Poliquin generally embraces market-based health care plans, and he argues that a private sector approach to widen the competition pool allows patients to shop around to find the most affordable rate for them.

After being one of only three House Republicans to vote against a 2015 bill that would have repealed the Affordable Care Act, Poliquin in May 2017 was the only member of Maine’s congressional delegation to vote to repeal the health insurance program, also known as Obamacare. Poliquin denied his vote to repeal as recently as last week in a story from WMTW-TV. When asked if he voted to repeal, he said, “No, I voted for a replacement plan.”

He and other Republicans tried to replace it with the American Health Care Act. Though the party’s effort ultimately failed in the Senate, it would have allowed states to drop certain safeguards for people with pre-existing conditions, a pivot from the ACA, which protects those patients, in part, by preventing insurers from charging them more.

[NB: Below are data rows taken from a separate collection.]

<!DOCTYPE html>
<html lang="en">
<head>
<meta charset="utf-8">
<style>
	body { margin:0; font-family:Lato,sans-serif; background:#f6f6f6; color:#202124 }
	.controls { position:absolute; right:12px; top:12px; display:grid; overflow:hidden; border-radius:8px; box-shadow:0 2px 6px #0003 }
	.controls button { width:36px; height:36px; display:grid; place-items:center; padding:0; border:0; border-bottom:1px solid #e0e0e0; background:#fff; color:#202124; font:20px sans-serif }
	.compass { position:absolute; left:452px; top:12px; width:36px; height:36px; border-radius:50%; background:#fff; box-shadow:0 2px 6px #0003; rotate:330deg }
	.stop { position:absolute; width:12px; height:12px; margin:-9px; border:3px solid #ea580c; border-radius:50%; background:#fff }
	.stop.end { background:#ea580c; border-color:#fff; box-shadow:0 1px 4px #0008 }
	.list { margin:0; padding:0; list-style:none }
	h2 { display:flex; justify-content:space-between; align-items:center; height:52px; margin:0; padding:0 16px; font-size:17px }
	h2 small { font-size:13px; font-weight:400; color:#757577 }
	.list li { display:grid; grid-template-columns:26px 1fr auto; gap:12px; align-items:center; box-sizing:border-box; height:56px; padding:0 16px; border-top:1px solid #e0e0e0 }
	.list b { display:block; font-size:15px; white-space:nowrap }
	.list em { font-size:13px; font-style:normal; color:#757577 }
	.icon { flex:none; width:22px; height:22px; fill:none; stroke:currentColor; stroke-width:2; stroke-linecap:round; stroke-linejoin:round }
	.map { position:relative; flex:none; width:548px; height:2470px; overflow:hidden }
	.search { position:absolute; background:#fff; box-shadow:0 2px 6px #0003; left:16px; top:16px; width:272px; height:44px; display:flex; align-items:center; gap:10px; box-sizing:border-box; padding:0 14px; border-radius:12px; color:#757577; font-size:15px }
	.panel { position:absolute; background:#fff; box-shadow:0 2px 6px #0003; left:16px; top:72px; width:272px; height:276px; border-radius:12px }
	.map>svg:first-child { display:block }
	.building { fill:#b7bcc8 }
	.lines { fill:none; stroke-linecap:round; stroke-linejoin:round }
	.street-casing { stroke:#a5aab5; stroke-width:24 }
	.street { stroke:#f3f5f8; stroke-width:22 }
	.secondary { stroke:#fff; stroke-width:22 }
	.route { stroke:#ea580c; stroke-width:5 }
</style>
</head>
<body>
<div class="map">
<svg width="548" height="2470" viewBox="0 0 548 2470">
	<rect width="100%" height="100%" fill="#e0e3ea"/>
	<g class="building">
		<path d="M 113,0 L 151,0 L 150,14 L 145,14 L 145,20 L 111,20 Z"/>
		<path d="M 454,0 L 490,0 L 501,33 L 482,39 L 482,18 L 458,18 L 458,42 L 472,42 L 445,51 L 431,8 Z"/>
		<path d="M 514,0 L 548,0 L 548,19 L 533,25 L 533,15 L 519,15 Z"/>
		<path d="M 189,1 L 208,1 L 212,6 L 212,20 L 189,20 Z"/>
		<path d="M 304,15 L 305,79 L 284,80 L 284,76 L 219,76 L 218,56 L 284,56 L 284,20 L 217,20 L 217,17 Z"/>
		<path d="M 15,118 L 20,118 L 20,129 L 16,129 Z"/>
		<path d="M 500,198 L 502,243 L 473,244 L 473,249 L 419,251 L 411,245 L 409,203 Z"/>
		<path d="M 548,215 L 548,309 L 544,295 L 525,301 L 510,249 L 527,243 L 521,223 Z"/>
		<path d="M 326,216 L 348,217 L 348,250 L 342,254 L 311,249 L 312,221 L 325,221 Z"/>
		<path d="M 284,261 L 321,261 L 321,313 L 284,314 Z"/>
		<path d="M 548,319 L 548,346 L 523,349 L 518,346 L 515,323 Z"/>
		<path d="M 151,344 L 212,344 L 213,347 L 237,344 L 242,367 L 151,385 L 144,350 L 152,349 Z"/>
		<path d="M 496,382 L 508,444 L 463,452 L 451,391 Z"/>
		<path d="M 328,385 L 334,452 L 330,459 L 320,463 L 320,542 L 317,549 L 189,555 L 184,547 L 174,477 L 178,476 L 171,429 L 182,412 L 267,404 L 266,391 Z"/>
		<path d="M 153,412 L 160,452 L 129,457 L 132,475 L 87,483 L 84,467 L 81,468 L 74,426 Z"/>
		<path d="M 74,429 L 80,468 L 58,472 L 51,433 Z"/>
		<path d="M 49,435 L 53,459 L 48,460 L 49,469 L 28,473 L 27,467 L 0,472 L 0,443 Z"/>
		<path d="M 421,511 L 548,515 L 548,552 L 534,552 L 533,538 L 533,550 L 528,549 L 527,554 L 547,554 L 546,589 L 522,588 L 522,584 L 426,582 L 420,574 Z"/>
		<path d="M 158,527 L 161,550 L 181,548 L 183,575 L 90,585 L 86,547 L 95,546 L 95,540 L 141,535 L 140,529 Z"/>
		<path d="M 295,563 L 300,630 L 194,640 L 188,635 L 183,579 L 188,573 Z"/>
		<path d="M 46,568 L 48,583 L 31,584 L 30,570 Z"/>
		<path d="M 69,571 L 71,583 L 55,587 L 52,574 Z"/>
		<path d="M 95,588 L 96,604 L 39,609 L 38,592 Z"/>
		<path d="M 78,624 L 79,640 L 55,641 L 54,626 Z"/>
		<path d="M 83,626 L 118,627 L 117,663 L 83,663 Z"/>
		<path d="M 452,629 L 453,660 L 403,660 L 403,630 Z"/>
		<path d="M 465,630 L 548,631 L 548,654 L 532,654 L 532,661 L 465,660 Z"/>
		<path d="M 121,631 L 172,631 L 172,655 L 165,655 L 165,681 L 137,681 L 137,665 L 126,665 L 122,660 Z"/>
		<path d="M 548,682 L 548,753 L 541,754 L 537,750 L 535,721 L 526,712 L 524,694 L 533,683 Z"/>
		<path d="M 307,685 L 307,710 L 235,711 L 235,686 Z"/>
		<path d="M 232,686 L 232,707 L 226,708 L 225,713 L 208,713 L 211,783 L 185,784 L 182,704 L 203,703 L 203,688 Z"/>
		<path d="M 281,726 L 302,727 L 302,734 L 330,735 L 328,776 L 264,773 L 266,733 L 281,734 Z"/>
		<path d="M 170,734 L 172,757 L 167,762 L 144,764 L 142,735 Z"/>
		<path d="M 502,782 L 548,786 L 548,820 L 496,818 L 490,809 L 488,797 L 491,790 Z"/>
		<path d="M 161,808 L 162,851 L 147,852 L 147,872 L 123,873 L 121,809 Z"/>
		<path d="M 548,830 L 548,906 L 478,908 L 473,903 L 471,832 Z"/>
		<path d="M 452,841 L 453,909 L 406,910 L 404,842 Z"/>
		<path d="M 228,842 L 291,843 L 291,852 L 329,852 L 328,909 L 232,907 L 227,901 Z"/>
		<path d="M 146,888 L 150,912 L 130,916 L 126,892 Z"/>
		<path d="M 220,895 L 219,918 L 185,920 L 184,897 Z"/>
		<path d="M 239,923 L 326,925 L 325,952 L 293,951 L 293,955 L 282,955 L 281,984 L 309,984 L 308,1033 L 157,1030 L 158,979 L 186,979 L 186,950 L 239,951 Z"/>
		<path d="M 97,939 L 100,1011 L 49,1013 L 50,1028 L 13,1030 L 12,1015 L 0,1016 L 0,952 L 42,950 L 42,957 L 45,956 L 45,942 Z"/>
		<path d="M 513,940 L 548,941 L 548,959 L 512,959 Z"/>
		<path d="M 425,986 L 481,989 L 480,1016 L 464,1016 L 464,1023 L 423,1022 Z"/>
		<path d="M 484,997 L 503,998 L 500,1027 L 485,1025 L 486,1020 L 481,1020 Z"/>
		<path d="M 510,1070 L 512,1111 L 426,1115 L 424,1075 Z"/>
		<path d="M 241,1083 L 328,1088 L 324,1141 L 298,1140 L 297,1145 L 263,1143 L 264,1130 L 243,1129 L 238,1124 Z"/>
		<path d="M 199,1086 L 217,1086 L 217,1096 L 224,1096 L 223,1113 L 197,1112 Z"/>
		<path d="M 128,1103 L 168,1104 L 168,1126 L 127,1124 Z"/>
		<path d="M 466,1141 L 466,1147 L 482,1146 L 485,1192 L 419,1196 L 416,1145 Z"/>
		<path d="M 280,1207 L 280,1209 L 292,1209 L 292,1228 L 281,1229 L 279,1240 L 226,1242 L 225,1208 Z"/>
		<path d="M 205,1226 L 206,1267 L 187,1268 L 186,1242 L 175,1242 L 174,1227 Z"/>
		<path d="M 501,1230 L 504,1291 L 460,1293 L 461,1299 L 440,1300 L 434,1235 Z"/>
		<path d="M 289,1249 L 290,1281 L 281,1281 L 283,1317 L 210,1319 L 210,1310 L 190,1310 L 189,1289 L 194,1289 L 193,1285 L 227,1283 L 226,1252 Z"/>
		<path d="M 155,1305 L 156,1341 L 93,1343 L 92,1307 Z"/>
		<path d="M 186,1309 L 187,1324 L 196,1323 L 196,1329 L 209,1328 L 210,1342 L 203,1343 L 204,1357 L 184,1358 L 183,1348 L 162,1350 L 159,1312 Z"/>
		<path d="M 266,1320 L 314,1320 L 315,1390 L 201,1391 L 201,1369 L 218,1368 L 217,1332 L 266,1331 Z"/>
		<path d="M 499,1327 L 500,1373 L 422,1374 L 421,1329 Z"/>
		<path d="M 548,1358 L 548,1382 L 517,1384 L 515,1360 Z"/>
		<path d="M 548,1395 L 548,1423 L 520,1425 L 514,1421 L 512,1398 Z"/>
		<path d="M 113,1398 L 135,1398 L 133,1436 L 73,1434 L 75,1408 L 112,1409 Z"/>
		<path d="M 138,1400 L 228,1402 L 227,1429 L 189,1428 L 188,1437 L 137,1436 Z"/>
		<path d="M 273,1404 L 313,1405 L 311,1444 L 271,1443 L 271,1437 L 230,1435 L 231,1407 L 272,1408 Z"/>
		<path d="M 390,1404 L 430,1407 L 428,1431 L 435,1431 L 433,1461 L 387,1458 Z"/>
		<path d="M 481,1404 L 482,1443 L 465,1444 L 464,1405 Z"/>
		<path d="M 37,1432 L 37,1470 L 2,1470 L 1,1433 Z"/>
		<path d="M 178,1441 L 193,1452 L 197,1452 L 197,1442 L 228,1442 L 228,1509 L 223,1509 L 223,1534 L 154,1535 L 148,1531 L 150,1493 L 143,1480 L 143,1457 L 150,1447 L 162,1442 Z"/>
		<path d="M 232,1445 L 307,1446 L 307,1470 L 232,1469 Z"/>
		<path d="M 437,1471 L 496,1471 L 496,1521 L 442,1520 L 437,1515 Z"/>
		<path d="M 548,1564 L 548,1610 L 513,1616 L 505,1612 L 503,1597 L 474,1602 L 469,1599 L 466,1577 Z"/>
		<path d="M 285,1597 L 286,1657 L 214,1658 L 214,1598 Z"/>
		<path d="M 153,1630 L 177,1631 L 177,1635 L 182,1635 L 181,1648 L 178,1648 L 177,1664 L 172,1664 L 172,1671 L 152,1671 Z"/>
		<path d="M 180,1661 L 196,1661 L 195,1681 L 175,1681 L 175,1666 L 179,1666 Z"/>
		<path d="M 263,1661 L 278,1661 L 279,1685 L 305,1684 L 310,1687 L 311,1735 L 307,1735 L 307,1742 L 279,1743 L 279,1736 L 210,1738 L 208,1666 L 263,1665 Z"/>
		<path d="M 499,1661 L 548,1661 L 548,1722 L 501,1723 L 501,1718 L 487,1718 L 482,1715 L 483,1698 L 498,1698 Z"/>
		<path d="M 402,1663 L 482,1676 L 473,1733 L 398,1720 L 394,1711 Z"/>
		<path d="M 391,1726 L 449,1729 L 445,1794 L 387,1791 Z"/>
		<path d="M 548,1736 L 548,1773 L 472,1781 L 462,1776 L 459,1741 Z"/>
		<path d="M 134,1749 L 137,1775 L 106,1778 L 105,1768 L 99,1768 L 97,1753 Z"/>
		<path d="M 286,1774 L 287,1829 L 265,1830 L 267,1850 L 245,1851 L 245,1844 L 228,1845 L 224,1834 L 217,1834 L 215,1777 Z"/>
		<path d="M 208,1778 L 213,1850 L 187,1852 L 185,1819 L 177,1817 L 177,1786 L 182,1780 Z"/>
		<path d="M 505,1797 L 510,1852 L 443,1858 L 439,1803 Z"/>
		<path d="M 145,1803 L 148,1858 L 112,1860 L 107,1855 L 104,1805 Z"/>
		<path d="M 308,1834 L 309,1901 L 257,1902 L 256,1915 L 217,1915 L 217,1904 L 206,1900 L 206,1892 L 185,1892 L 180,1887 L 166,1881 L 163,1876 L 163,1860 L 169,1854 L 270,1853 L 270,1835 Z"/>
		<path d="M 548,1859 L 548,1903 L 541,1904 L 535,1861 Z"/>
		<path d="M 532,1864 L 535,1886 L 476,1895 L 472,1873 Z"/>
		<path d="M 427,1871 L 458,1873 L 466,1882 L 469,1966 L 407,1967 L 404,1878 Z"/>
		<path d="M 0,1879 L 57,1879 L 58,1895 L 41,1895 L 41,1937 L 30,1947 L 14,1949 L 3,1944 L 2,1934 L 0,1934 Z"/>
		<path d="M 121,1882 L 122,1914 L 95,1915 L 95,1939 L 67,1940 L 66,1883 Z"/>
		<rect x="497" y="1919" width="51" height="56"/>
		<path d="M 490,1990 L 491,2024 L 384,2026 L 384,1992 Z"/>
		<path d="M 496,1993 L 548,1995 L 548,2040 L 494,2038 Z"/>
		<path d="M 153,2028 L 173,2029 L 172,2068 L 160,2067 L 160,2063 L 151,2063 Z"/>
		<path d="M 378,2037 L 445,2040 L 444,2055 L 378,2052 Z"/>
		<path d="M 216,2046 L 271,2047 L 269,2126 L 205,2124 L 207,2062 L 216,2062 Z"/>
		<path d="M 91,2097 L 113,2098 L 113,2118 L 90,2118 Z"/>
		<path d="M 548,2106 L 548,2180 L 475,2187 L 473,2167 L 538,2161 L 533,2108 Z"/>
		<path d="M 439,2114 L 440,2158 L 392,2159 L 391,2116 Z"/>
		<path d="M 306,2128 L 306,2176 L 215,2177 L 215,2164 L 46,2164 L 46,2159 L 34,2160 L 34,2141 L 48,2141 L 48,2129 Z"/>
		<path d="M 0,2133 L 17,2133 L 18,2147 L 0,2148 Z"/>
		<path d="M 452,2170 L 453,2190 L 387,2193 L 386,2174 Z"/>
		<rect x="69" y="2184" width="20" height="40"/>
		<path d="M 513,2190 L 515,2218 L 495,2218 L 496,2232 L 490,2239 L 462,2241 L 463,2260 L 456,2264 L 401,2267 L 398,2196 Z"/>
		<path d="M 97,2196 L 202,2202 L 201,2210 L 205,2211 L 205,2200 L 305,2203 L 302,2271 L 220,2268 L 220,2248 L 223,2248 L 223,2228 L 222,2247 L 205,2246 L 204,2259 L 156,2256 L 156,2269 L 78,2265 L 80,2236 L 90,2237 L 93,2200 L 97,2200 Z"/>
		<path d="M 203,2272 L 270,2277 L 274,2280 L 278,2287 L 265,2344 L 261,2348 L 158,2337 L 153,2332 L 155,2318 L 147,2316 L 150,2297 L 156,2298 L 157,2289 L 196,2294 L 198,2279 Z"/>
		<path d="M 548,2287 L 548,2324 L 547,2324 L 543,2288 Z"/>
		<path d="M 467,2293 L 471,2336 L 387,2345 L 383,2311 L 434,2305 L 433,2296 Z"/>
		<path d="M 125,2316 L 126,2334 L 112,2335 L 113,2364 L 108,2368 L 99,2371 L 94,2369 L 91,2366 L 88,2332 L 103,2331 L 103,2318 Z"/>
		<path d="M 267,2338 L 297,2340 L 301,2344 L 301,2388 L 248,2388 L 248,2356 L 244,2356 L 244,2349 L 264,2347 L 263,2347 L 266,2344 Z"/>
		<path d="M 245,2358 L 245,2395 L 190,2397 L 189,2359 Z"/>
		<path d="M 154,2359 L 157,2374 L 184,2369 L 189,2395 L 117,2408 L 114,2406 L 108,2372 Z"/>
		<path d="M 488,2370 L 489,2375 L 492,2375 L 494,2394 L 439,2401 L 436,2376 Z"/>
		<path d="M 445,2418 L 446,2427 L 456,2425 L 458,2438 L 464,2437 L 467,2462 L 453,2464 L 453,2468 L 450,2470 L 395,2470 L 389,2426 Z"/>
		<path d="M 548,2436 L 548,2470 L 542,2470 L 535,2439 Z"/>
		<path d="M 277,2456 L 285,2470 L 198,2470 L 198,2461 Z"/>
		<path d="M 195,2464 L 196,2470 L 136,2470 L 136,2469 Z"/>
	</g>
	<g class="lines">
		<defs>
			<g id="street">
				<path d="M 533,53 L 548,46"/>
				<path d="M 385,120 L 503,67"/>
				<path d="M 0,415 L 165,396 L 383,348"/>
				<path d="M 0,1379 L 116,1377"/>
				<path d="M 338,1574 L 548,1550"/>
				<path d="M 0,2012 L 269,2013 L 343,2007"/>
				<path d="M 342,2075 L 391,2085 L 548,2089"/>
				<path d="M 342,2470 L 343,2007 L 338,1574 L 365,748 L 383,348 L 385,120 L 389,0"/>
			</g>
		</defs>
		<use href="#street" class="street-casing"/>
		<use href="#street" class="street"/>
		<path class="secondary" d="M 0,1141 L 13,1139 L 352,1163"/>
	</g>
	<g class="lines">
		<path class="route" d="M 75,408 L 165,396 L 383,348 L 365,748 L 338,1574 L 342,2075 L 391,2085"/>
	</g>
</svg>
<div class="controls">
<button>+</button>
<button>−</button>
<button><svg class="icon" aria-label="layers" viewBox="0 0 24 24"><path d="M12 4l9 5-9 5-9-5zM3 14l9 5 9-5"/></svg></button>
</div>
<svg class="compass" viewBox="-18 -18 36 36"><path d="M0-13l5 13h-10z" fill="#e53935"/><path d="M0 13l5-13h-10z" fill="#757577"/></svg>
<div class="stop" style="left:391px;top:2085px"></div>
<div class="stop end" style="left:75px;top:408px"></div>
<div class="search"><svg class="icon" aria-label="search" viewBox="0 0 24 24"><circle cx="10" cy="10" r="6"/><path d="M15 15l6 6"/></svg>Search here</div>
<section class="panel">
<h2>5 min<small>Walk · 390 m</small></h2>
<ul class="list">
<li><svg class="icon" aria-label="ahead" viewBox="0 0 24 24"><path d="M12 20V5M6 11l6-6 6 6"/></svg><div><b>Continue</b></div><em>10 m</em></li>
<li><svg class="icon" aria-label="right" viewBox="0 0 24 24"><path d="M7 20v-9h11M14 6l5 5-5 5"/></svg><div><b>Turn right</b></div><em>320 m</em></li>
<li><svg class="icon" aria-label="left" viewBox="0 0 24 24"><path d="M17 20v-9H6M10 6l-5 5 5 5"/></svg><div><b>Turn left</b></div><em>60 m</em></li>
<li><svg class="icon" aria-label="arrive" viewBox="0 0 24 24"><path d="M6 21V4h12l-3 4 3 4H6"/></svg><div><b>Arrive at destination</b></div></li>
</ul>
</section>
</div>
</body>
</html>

The repeal bill that Poliquin voted for was written in a way that appeared to protect people with pre-existing conditions. But health policy experts contested that it would have allowed insurers to raise rates in other ways to make coverage unaffordable for those people, many of whom live in the 2nd District. More than 56,000 Mainers would have lost affordable insurance coverage and by 2022 under the AHCA, according to an Urban Institute study.

The final debate, which also includes independents Tiffany Bond and Will Hoar, will be aired at 7 p.m. Tuesday on WAGM, the CBS and Fox affiliate in Presque Isle, and WMTW, the ABC affiliate in the Portland market.